Grease a 9x5 baking dish. Line with parchment paper, allowing 2 sides to hang over the edge of the pan (these will act as handles to pull the bars out of the pan), and grease the parchment paper.
Measure out your Cocoa Krispies into a large mixing bowl, and mix in the 3/4 c of mini marshmallows, 3/4 c toasted almonds, and 1/2 c chocolate chips. Set aside.
In a large saucepan, melt the butter on low-medium heat. Continue to cook, swirling the pan from time to time so the butter heats evenly. Cook until butter is a nutty brown color (see this post on browning butter for more detailed instructions).
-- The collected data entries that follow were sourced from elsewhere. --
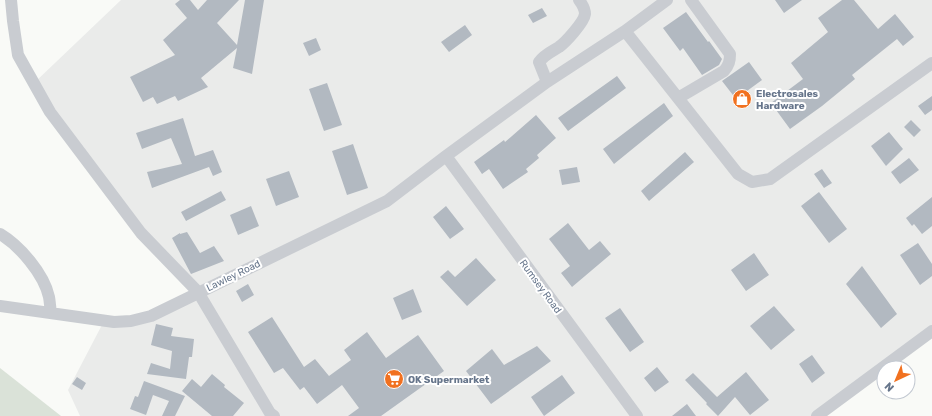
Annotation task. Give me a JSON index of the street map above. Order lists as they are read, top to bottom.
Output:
{
  "streets": {
    "street": ["Lawley Road", "Rumsey Road"]
  },
  "crossings": [
    ["Lawley Road", "Rumsey Road"]
  ],
  "places": {
    "shop": ["Electrosales Hardware"],
    "supermarket": ["OK Supermarket"]
  },
  "north": "bottom left"
}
Add the 4 c of mini marshmallows, stirring until they are completely melted. Remove from heat and stir in the vanilla and sea salt.
Pour marshmallow mixture into the bowl of Cocoa Krispies, marshmallows, almonds, and chocolate chips, stirring quickly until all is coated. Then pour the mixture into the prepared pan and press down firmly with your hands (grease your hands if the mixture is too sticky).
Allow bars to cool for at least 30 minutes, then cut and serve! Store leftovers at room temperature in an airtight container.
Notes
*This makes 6 big, hefty rice krispie bars (as they should be). If you prefer, you can cut them into 8 for smaller bars.